The optimal Bayesian filter paradigm was first introduced in classification
with the design of optimal Bayesian classifiers (OBCs). Classically (Section
6.1), if the feature-label distribution is known, then an optimal classifier, one
that minimizes classification error, is found as the Bayes classifier. As
discussed in Section 6.2, when there are unknown parameters in the featurelabel
distribution, then there is an uncertainty class of feature-label
distributions, and an optimal Bayesian classifier minimizes the expected error
across the uncertainty class relative to the posterior distribution derived from
the prior and the sample data. In order to compare optimal Bayesian
classification with classical methods, Section 6.3 reviews the methodology of
classification rules based solely on data. Section 6.4 derives the OBC in the
discrete and Gaussian models. Section 6.5 examines consistency, that is,
convergence of the OBC as the sample size goes to infinity. Rather than
sample randomly or separately (randomly given the class sizes), sampling can
be done in a nonrandom fashion by iteratively deciding which class to
sample from prior to the selection of each point or by deciding which feature
vector to observe. Optimal sequential sampling in these paradigms is discussed
in Section 6.7 using MOCU-based experimental design. Section 6.8 provides a
general framework for constructing prior distributions via optimization of an
objective function subject to knowledge-based constraints. Epistemological
issues regarding classification are briefly discussed in Section 6.9.

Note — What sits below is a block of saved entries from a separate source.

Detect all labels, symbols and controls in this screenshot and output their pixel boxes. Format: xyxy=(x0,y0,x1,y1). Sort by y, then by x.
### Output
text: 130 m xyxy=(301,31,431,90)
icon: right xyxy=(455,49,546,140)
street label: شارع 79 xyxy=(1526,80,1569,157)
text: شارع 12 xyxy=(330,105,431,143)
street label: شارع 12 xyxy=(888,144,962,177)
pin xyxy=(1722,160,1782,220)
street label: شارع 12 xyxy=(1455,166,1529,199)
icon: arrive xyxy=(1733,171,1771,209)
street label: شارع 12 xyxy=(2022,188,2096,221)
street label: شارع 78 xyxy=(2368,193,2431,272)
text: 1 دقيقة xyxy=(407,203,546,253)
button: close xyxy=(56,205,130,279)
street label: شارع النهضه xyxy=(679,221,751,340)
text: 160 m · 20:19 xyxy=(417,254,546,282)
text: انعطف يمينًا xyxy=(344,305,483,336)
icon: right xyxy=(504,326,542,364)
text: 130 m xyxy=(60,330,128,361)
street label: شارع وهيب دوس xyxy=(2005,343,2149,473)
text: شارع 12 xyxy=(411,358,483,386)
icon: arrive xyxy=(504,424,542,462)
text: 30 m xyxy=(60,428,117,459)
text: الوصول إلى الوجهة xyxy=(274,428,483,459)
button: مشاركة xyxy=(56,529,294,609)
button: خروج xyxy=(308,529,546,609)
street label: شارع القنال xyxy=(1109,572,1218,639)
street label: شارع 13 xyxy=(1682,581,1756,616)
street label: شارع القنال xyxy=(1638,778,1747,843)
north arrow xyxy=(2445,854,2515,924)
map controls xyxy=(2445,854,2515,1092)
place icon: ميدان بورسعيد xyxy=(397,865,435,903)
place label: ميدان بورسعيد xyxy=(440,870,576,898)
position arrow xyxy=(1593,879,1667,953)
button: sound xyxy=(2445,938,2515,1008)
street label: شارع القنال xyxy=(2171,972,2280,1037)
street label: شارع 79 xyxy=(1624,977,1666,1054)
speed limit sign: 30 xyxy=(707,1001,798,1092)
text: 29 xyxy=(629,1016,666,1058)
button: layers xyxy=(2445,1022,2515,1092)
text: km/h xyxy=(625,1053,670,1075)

Clustering shares some commonality with classification in that both
involve operations on points, classification on single points and clustering on
point sets, and both have performances measured via a natural definition of
error, classification error for the former and cluster (partition) error for the
latter. But they also differ fundamentally in that the underlying random
process for classification is a feature-label distribution, and for clustering it is
a random point set. Section 7.1 describes some classical clustering algorithms.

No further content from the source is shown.